### Excerpted records
·····
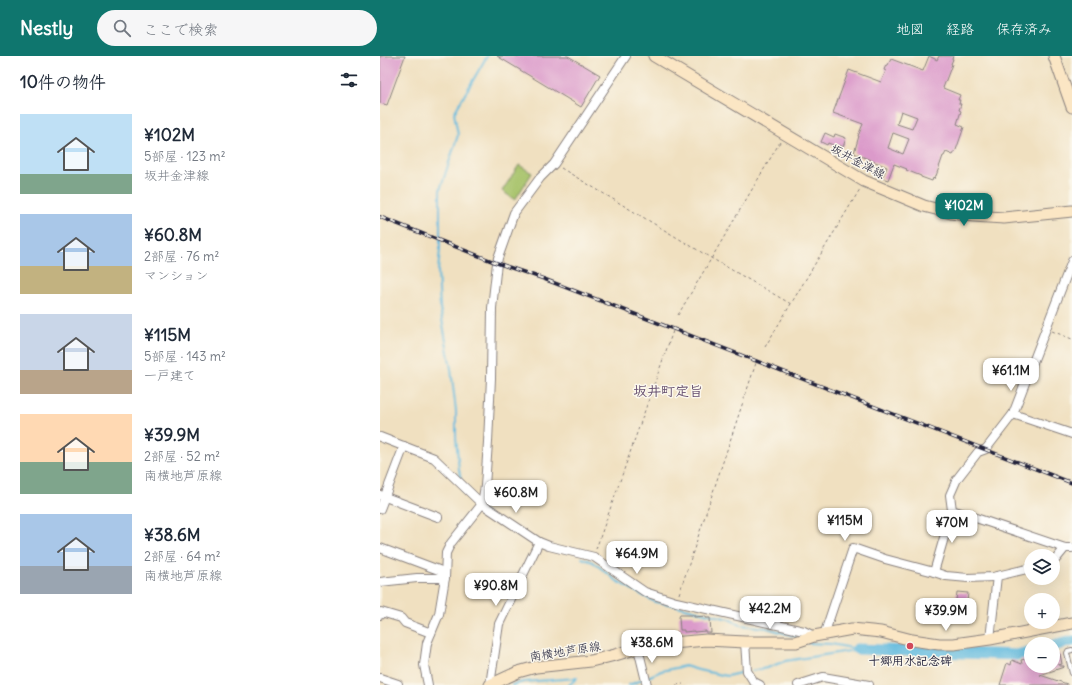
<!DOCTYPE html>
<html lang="ja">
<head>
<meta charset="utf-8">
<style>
	:root { --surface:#fff; --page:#f6f6f7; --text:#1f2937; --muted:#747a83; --accent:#0f766e }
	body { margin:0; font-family:Delius,"Klee One",sans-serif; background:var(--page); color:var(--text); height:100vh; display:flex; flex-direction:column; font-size:15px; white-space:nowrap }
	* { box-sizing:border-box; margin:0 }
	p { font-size:13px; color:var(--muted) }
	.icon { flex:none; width:22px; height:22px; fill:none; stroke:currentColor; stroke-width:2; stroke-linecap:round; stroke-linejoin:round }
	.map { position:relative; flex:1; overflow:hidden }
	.drawer { display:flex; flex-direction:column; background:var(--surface); width:380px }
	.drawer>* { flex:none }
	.buttons { position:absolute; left:644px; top:493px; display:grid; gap:8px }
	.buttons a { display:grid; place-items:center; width:36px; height:36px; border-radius:50%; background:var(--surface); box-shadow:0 4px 16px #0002; font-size:20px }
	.price { position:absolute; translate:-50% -34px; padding:0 9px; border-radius:8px; background:#fff; color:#222; font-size:13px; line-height:26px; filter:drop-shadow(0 1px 2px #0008) }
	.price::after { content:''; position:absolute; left:50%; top:24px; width:12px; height:9px; margin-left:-6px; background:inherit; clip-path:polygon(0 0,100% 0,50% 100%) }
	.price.current { background:var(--accent); color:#fff }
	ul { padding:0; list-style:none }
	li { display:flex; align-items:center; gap:12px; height:100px; padding:0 20px }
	li span { display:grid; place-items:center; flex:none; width:112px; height:80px; border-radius:0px; color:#555 }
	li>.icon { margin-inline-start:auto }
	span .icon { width:48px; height:48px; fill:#fffc; stroke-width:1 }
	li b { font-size:17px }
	h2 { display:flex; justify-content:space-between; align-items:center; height:48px; padding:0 20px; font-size:17px }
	header { display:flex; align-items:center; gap:24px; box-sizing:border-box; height:56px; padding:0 20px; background:var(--accent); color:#fff }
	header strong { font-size:19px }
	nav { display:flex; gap:22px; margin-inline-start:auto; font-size:14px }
	.search { width:280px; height:36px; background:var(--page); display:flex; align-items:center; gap:10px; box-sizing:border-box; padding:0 14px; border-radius:22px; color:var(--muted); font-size:15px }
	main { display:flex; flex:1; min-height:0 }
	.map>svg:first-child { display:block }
	.green { fill:#a7c36a; stroke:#647252 }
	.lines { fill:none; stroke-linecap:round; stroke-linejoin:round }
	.stream { stroke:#61bade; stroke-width:2 }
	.river { stroke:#61bade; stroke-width:11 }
	.building { fill:#db9aca; fill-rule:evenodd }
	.lane-casing { stroke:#89817e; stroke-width:6 }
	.street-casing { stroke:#89817e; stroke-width:10 }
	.secondary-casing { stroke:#89817e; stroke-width:13 }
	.path { stroke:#89817e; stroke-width:1; stroke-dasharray:3 3; stroke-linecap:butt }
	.lane { stroke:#fff; stroke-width:4 }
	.street { stroke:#fff; stroke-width:8 }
	.secondary { stroke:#fbe6c4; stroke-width:11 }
	.rail-casing { stroke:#22223b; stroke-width:3.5 }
	.rail { stroke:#fbf7ec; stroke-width:2; stroke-dasharray:6; stroke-linecap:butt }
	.poi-dot { fill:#d1495b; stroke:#fbf7ec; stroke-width:1.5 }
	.labels { text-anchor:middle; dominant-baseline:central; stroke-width:3; stroke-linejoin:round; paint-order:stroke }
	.street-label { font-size:12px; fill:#22223b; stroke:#fbf7ec }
	.poi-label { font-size:12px; font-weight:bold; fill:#22223b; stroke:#fbf7ec }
	.quarter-label { font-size:14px; font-weight:bold; fill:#634c6d; stroke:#fbf7ec }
</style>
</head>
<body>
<header>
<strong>Nestly</strong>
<div class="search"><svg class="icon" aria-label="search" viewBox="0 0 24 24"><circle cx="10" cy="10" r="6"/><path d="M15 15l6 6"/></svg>ここで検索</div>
<nav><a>地図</a><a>経路</a><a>保存済み</a></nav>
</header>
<main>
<section class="drawer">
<h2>10件の物件<svg class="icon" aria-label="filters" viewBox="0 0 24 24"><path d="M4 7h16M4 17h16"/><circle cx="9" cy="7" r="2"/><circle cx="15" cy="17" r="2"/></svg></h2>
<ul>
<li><span style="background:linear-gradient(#bfe0f5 75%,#7fa58c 0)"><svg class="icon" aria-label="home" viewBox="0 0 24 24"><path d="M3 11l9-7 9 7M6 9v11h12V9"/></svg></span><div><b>¥102M</b><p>5部屋 · 123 m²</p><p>坂井金津線</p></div></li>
<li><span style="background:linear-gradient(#a9c7e8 65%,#c2b280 0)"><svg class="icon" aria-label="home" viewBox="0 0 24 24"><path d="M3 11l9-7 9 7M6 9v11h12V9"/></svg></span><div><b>¥60.8M</b><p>2部屋 · 76 m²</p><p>マンション</p></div></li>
<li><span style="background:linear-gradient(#c9d6e8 70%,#b9a48a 0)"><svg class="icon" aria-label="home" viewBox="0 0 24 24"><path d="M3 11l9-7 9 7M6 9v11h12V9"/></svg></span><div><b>¥115M</b><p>5部屋 · 143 m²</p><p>一戸建て</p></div></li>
<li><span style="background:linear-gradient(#ffd9b3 60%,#7fa58c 0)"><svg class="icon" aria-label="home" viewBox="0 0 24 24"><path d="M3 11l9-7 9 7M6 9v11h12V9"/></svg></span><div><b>¥39.9M</b><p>2部屋 · 52 m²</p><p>南横地芦原線</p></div></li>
<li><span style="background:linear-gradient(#a9c7e8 65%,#9aa5b1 0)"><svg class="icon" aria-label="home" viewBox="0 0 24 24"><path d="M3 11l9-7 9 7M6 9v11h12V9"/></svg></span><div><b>¥38.6M</b><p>2部屋 · 64 m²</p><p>南横地芦原線</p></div></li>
</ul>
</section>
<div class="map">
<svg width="692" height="629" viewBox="0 0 692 629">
	<rect width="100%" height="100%" fill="#fbf7ec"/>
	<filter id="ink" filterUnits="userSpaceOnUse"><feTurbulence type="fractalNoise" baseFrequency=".025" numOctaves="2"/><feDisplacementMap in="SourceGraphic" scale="8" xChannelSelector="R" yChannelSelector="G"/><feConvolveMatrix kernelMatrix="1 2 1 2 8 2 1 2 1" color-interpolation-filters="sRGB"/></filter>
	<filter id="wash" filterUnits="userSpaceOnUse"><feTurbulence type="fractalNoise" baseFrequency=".012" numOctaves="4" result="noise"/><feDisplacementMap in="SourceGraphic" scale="16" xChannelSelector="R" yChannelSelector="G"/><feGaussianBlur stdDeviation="0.9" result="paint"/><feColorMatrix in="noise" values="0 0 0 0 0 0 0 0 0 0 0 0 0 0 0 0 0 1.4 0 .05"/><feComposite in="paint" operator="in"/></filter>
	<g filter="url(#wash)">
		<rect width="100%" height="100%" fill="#f0e0c0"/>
		<path class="green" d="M 139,109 L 152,117 L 135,144 L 122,135 Z"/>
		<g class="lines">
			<g class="stream">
				<path d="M 81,424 L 79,414 L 76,382 L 76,355 L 71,313 L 60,252 L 58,215 L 60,193 L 60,134 L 78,79 L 74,57 L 107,0"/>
				<path d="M 82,433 L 83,436 L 98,450"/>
				<path d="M 101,453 L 108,459 L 146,482"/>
				<path d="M 202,502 L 213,506 L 237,525 L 275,546 L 289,548 L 349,563 L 361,569 L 387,572 L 418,581"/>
				<path d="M 427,587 L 451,588 L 477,593"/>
				<path d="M 371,615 L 387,612 L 405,605 L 476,594"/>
				<path d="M 268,621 L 281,615 L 305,610 L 318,614 L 347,620 L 364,616"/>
				<path d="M 132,629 L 143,626 L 197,622 L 189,629"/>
				<path d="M 249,629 L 264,623"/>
			</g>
			<g class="river">
				<path d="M 673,590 L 692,585"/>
				<path d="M 477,593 L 637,599 L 651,595"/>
			</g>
		</g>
		<g id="blocks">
			<g class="building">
				<path d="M 0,0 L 25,0 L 7,49 L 0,47 Z"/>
				<path d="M 117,0 L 188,0 L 220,19 L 201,51 Z"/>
				<path d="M 549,0 L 557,4 L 559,0 L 573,0 L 572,3 L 573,3 L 571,8 L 572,8 L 563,32 L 580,39 L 578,44 L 580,44 L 579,48 L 581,48 L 579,54 L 581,55 L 577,68 L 584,71 L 576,94 L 573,99 L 566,96 L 564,100 L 563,100 L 556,120 L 555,120 L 554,123 L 553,122 L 552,125 L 541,121 L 541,120 L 526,114 L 527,113 L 514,108 L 508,124 L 502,122 L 507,111 L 474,97 L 479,80 L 478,80 L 483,68 L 453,57 L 469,14 L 501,26 L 506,15 L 504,14 L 506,9 L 508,9 L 511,3 L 543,15 ZM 521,55 L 537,61 L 532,73 L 517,68 ZM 513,77 L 529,83 L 523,98 L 508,92 Z"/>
				<path d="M 445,77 L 454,81 L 455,78 L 466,82 L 463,91 L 459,89 L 458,91 L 448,87 L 447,89 L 441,86 Z"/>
				<path d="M 577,536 L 588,537 L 586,554 L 575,553 Z"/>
				<path d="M 300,559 L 314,559 L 314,561 L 326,560 L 326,562 L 330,562 L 331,577 L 326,577 L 326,575 L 314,576 L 314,575 L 304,576 L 304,574 L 300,574 L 299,561 Z"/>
				<path d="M 673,595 L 675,595 L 676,599 L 680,598 L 682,608 L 678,609 L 679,610 L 684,610 L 684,611 L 660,619 L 687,628 L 687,629 L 620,629 L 627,607 L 631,609 L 632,604 L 642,608 L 641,604 L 651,602 L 651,610 L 673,610 Z"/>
			</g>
		</g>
	</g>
	<g filter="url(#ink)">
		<use href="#blocks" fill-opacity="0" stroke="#89817e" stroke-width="1"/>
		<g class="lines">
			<defs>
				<path id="lane" d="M 692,594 L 688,595 L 687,597 L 692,617"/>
				<g id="street">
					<path d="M 633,358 L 692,378"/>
					<path d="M 0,381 L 54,402 L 102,448 L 159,486 L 169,490 L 214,501 L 265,536 L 296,546 L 424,575 L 434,580"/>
					<path d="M 0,439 L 58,461"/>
					<path d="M 0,453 L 24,390"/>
					<path d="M 572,454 L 685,492 L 692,492"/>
					<path d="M 0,492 L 64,516"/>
					<path d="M 673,504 L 676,503 L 685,492"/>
					<path d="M 554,516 L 572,454 L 570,439 L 577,423 L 598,396 L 606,393 L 633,358 L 692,205"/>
					<path d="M 0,526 L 37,522 L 65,522"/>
					<path d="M 0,559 L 1,556 L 21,562 L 25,567 L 51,577"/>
					<path d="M 444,579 L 473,492 L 505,503 L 554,516 L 566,520 L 588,522 L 613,521 L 651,512"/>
					<path d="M 610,583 L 617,520"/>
					<path d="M 365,586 L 367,615 L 374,626 L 380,629"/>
					<path d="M 258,592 L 267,629"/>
					<path d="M 0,622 L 18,628 L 17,629"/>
					<path d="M 48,629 L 44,609 L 47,587 L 59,558 L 65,522 L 66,497 L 71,487 L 102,448 L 105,430 L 108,386 L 111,322 L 112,252 L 117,207 L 118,202 L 134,157 L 160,122 L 174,108 L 246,0"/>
					<path d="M 110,629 L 119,568 L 159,486"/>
					<path d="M 418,629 L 443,621 L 489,629"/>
				</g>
				<g id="secondary">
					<path d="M 274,0 L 484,125 L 544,150 L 571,157 L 593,160 L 624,162 L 692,155"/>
					<path d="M 674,0 L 692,51"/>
					<path d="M 110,629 L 138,616 L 156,611 L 211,605 L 235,599 L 258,592 L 293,587 L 326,584 L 365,586 L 416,586 L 434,580 L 472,573 L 501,576 L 532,584 L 559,588 L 574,588 L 610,583 L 692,567"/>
				</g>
			</defs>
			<use href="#lane" class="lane-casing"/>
			<use href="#street" class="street-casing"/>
			<use href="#secondary" class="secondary-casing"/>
			<g class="path">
				<path d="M 181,112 L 331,202 L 411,248"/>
				<path d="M 298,259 L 400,86"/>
				<path d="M 672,275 L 692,283"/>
				<path d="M 385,291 L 480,133"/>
				<path d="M 216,493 L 293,275"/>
				<path d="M 299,538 L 376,307"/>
				<path d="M 296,629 L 303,628"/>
			</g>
			<use href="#lane" class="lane"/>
			<use href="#street" class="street"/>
			<use href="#secondary" class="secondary"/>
			<defs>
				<path id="rail" d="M 0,161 L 117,207 L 164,223 L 692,427"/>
			</defs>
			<use href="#rail" class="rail-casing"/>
			<use href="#rail" class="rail"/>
		</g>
	</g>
	<circle class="poi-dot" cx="530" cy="590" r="4"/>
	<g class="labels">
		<g class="street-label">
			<text transform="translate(478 105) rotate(28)">坂井金津線</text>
			<text transform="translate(185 595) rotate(-9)">南横地芦原線</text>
		</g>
		<g class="poi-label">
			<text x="530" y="604">十郷用水記念碑</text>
		</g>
		<g class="quarter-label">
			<text x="288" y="335">坂井町定旨</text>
		</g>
	</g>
</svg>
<div class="buttons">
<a><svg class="icon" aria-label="layers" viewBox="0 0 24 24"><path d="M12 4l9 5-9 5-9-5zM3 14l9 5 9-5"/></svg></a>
<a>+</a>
<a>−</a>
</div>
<b class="price current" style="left:584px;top:171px">¥102M</b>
<b class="price" style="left:631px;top:336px">¥61.1M</b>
<b class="price" style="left:136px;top:458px">¥60.8M</b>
<b class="price" style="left:465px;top:486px">¥115M</b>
<b class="price" style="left:572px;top:488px">¥70M</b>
<b class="price" style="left:257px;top:519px">¥64.9M</b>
<b class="price" style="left:116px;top:551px">¥90.8M</b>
<b class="price" style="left:390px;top:574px">¥42.2M</b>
<b class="price" style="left:566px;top:576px">¥39.9M</b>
<b class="price" style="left:272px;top:608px">¥38.6M</b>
</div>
</main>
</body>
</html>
·····
### Exercise objective
Give again, exactly, the lines from the start of the data through the one holding "--surface:#fff; --page:#f6f6f7; --text:#1f2937;"; omit the pictures.

### Exercise answer
<!DOCTYPE html>
<html lang="ja">
<head>
<meta charset="utf-8">
<style>
	:root { --surface:#fff; --page:#f6f6f7; --text:#1f2937; --muted:#747a83; --accent:#0f766e }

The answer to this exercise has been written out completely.